Part 3: No photos, please.
My students are in awe of my sheer American-ness. While I’m walking around listening to them present an exercise I assigned, I notice a cell phone pointed at my face. “Please, put your cell phone away.” I realize that in Chinese this command translates roughly into, “Each of you is only allowed 100 photos each.” I manage to ignore them and continue with the lesson, but occasionally a student trying to get a good angle will actually tap the shoulder of the person speaking directly to me, and ask her to move to the right so they can see my face. I think next week I’ll have a box for them to leave their cell phones in at the beginning of class.
Part 4: By the way, my toilet’s been overflowing this whole time.
The repairman came into our lives pretty early on, because Jason’s washing machine didn’t work when we arrived. Then, the repairman tinkered for hours, only to report (in Chinese and confusing hand motions) that the part we knew wasn’t working was, in fact, not working.
The toilet is a pretty simple machine, I think, and probably would have been easier to fix had I not completely beheaded it in my morning rage. Mr. Repairman showed up dressed in clothes not suitable for fixing toilets, like he had just come from his office job where he engineers toilets behind a huge mahogany desk. He walked in and flushed the toilet, solely to experience the wonderment of water gushing freely all over the damn place. Grasping the gravity of the situation, he left and reappeared in clothes more suitable for manual labor, with a bag of tools.

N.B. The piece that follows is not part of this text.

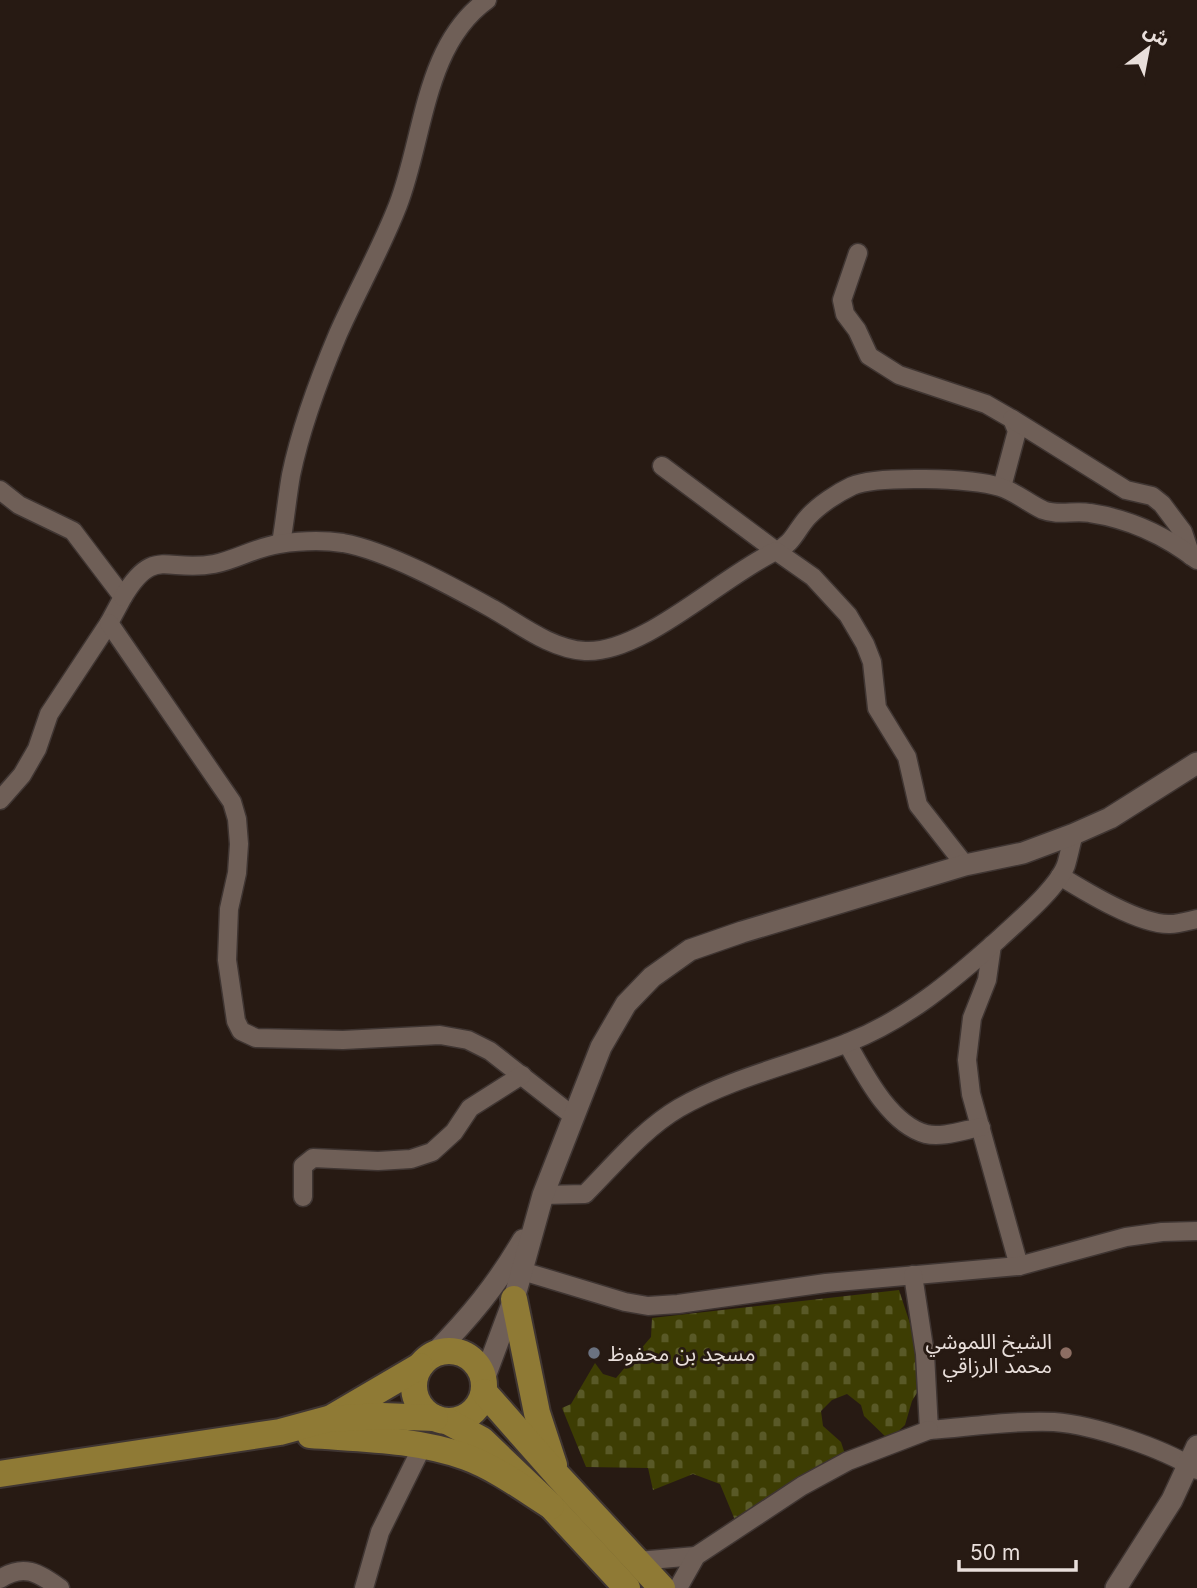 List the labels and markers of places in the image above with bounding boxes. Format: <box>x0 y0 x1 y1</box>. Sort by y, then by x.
place label: الشيخ اللموشي محمد الرزاقي <box>926 1329 1052 1381</box>
place label: مسجد بن محفوظ <box>608 1341 755 1366</box>
marker: مسجد بن محفوظ <box>586 1345 602 1361</box>
marker: الشيخ اللموشي محمد الرزاقي <box>1058 1345 1074 1361</box>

At one point he asked me if I had any wire. First I thought he was asking for a screwdriver. He altered his hand motion and I assumed he wanted string. I pulled out my sewing kit (what is he going to do with sewing string inside my toilet?) Finally, he held up another random wire—where did it come from?—and I shook my head. By then it was nearing 6 p.m., and I think he had finally realized that the part I broke was, in fact, broken.
He terminated his visit by walking me into the kitchen, and instructing me to turn over the (dirty) pot in my sink. He turned the water supply back on, gestured to encourage me to fill the pot with water, and then turned the supply off. “Don’t turn this back on. Use that water until tomorrow.” Amusingly, he included gestures for just about everything I might need to do with that water before tomorrow. Cook, bathe, brush my teeth… “But if you need to use the bathroom before tomorrow, you’ll just have to hold it.”

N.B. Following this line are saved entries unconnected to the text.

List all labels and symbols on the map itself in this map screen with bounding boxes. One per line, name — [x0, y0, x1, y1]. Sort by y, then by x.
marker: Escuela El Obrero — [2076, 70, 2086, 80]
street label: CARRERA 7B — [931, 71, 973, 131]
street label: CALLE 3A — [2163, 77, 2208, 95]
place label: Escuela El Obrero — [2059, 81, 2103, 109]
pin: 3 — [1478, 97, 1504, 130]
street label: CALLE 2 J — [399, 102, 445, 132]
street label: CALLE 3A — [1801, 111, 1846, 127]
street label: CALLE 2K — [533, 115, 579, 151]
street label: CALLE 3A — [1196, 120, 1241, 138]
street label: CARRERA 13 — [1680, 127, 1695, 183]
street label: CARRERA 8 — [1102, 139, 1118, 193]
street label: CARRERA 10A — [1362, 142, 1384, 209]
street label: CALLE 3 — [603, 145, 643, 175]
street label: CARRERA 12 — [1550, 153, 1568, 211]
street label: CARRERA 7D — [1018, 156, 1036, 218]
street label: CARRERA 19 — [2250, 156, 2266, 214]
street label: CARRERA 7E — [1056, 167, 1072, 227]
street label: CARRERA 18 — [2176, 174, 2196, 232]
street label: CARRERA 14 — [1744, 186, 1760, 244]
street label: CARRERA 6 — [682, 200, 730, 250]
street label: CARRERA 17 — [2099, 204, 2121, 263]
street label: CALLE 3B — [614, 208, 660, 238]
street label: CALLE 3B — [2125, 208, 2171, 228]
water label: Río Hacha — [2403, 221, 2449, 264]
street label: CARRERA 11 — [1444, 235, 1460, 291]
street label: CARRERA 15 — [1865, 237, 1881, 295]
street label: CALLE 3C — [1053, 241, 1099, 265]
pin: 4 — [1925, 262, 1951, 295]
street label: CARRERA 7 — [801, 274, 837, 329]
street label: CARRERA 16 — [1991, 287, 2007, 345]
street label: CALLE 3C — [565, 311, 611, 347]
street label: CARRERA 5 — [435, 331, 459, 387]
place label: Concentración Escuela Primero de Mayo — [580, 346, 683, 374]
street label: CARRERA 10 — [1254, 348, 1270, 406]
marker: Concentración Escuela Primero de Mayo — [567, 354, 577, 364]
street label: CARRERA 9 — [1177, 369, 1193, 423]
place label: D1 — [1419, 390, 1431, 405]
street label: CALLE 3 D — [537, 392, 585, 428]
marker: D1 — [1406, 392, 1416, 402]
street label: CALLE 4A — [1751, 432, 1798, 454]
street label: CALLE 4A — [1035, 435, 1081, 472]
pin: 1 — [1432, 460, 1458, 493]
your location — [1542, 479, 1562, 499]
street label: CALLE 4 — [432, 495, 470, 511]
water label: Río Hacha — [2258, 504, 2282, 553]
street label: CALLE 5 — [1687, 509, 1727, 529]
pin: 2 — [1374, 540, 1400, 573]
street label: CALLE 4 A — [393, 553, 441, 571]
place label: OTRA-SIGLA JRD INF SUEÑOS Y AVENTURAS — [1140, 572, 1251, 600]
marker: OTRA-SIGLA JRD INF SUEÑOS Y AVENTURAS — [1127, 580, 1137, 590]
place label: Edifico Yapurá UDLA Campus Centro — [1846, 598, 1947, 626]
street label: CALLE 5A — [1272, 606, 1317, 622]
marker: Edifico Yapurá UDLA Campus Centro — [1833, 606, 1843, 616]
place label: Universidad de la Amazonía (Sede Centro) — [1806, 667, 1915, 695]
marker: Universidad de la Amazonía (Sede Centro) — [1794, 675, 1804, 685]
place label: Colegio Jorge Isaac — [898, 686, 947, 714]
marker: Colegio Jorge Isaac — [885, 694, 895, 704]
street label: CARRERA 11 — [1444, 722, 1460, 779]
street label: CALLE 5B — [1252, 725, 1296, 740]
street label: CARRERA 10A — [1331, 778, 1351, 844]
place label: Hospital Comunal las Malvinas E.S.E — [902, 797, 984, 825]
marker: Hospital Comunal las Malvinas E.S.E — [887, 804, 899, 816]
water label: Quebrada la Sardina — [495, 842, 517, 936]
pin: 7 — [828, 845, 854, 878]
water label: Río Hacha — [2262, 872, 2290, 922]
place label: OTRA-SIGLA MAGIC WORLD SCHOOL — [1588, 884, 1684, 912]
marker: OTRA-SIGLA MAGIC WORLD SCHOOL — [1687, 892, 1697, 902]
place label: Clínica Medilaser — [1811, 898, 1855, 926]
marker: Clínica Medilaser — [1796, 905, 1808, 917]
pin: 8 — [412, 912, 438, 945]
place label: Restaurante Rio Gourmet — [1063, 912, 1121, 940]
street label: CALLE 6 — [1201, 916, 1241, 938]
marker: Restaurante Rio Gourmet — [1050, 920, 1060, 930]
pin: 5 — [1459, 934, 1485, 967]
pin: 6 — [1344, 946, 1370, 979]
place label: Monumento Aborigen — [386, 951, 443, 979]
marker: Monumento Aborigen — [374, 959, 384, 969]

I showed up in the foreign affairs office at 9:30 this morning. Had I not angrily removed the top of my constantly-running toilet mere hours earlier, so violently lifting the mechanism that’s supposed to float that this time I finally just ripped it out, leaving me with a more rapidly running, overflowing-out-of-the-bowl-and-the-back toilet, I would not have visited the foreign affairs office at all.
“Do you have class today?” Maggie asked as I walked in the door. Yes, Mags, remember when you told me, last Thursday night, that I had to come back early from Beijing because the freshmen were starting class on Monday? (An arrangement I’m certain the university decided upon no earlier than Thursday afternoon.)

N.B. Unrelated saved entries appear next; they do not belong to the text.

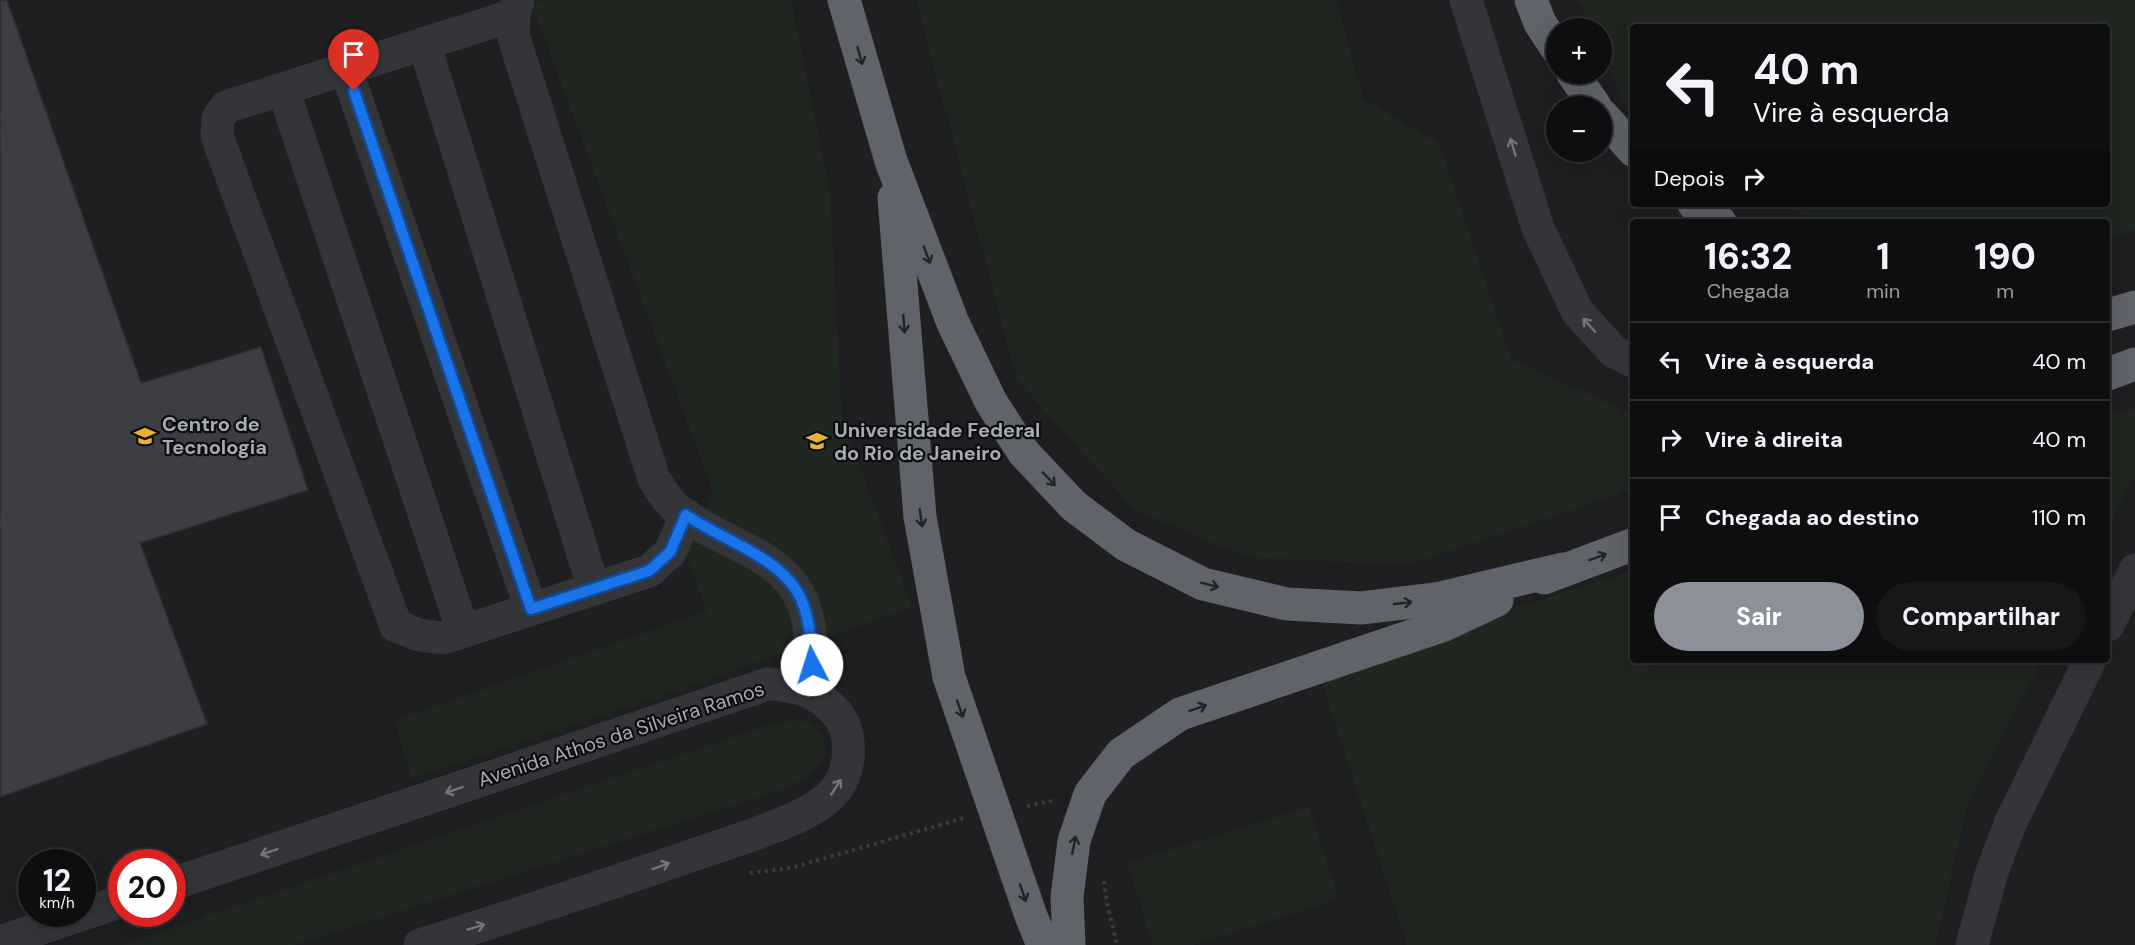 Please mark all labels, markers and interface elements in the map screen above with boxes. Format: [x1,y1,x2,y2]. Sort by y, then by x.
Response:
map controls [1546,18,1612,162]
button: + [1546,18,1612,84]
pin [328,29,379,91]
icon: arrive [337,38,370,71]
text: 40 m [1753,42,1859,97]
one-way arrow [855,46,866,65]
icon: left [1654,48,1732,126]
text: Vire à esquerda [1753,95,1949,130]
button: − [1546,96,1612,162]
one-way arrow [1507,138,1518,157]
icon: right [1737,162,1770,195]
text: Depois [1654,164,1725,193]
text: 16:32 [1704,233,1792,280]
text: 1 [1877,233,1890,280]
text: 190 [1974,233,2036,280]
one-way arrow [922,245,933,264]
text: Chegada [1707,278,1789,304]
text: min [1866,278,1900,304]
text: m [1996,278,2014,304]
one-way arrow [899,313,910,333]
one-way arrow [1582,318,1596,333]
icon: left [1654,345,1687,378]
text: Vire à esquerda [1705,347,1874,376]
text: 40 m [2032,347,2086,376]
place label: Centro de Tecnologia [162,411,267,460]
place label: Universidade Federal do Rio de Janeiro [834,417,1040,466]
icon: right [1654,423,1687,456]
school or university icon: Centro de Tecnologia [133,424,157,448]
text: Vire à direita [1705,425,1843,454]
text: 40 m [2032,425,2086,454]
school or university icon: Universidade Federal do Rio de Janeiro [805,429,829,453]
one-way arrow [1042,472,1056,487]
icon: arrive [1654,501,1687,534]
text: Chegada ao destino [1705,503,1919,532]
text: 110 m [2032,503,2086,532]
one-way arrow [915,508,926,527]
one-way arrow [1588,550,1607,561]
one-way arrow [1201,580,1220,591]
button: Sair [1654,582,1864,651]
button: Compartilhar [1876,582,2086,651]
one-way arrow [1392,597,1412,608]
position arrow [780,633,844,697]
street label: Avenida Athos da Silveira Ramos [475,675,767,793]
one-way arrow [955,699,966,718]
one-way arrow [1189,701,1207,712]
one-way arrow [830,779,842,796]
one-way arrow [445,785,464,796]
one-way arrow [1069,836,1080,855]
one-way arrow [260,847,279,858]
speed limit sign: 20 [108,849,186,927]
one-way arrow [651,860,670,871]
text: 12 [43,861,71,900]
one-way arrow [1019,883,1030,902]
text: km/h [39,893,75,913]
one-way arrow [466,921,485,932]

Maggie’s mouth twitched the way it always does when she is scanning for English words. Step one, she repeats a key word from my speech. “Freshmen?” The corners turn down as she runs through the Chinese version of her response in her head, then turn up a bit in a near smile as she prepares to form the English words, if she can.
“Oh.”
Oh?
“I’ll make sure your students know.”
I grab my book and settle in, knowing this will be a production. A few weeks ago, the sophomores were informed via text message that class was starting, as I walked toward the classroom to teach my first class. Maggie glides to the fax machine phone, the only phone is this three-person office, calls someone and has an impossibly long conversation that I imagine centers on the whereabouts of 40-some wayward freshmen who are just killing time until someone tells them it’s time to go to class NOW. Without a word to me, she hangs up and goes back to her desk.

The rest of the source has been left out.